AIM OF THE TASK: Only the number is wanted: how many lines in the data contain "write"?

(Beginning of RECORDS PROVIDED)

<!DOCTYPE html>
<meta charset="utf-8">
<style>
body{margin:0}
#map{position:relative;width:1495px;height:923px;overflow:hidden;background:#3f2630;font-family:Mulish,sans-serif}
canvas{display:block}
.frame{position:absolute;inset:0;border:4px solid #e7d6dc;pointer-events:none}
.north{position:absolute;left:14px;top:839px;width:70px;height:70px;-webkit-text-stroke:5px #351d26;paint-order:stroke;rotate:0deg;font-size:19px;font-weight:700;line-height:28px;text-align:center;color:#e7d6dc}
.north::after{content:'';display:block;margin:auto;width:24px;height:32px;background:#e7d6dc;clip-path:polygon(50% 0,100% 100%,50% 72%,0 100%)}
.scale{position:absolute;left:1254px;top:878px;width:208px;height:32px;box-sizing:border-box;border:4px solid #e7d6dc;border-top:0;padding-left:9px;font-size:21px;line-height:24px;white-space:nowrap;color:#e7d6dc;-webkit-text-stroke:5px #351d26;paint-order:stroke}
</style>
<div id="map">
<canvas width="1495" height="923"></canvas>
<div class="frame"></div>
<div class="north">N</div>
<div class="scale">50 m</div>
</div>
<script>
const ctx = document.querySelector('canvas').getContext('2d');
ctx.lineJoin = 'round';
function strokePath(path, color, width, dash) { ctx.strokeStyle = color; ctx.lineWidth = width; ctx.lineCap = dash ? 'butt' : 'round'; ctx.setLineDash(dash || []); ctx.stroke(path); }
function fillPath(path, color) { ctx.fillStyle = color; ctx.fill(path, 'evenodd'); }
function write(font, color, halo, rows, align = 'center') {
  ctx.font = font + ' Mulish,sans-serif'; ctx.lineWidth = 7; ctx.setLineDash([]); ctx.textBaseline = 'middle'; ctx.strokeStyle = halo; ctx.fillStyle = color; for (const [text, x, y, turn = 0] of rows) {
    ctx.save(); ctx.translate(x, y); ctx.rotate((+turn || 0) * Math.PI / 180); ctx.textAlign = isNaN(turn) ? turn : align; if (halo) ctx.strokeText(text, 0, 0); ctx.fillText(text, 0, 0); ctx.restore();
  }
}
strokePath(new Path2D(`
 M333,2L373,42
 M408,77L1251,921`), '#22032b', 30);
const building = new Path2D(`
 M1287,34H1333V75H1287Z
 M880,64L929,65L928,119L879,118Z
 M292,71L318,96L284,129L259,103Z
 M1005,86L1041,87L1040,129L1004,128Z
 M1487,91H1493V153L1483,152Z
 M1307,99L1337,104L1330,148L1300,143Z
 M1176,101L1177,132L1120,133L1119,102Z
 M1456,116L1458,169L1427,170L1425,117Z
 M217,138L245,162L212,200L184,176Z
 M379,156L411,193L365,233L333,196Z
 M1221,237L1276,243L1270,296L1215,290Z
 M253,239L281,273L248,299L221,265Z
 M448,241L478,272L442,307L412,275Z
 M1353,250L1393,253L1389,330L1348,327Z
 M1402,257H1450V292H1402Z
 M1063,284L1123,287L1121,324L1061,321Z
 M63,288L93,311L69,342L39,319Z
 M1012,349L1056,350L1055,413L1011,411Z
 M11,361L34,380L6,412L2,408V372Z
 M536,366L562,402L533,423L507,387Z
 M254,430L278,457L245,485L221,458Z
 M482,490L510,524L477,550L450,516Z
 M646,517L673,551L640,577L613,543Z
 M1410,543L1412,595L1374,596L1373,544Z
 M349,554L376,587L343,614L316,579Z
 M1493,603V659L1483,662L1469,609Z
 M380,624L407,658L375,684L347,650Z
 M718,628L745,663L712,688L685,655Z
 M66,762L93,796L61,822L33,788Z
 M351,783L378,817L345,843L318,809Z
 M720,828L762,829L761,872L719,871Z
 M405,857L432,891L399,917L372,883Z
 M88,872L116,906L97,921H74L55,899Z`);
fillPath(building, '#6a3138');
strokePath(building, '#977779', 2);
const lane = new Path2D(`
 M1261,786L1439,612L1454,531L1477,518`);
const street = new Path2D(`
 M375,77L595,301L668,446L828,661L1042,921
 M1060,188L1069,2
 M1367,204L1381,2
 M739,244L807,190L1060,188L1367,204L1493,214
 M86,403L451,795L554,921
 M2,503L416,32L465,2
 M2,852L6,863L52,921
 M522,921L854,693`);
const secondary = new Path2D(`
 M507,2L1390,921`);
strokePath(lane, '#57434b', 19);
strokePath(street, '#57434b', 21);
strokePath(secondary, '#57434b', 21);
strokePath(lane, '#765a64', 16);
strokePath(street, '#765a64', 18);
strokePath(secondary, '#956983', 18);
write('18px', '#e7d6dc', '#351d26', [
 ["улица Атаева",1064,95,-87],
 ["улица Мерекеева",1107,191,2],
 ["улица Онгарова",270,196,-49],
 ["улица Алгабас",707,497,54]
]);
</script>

(End of RECORDS PROVIDED)

RESPONSE TO THIS EXERCISE: 2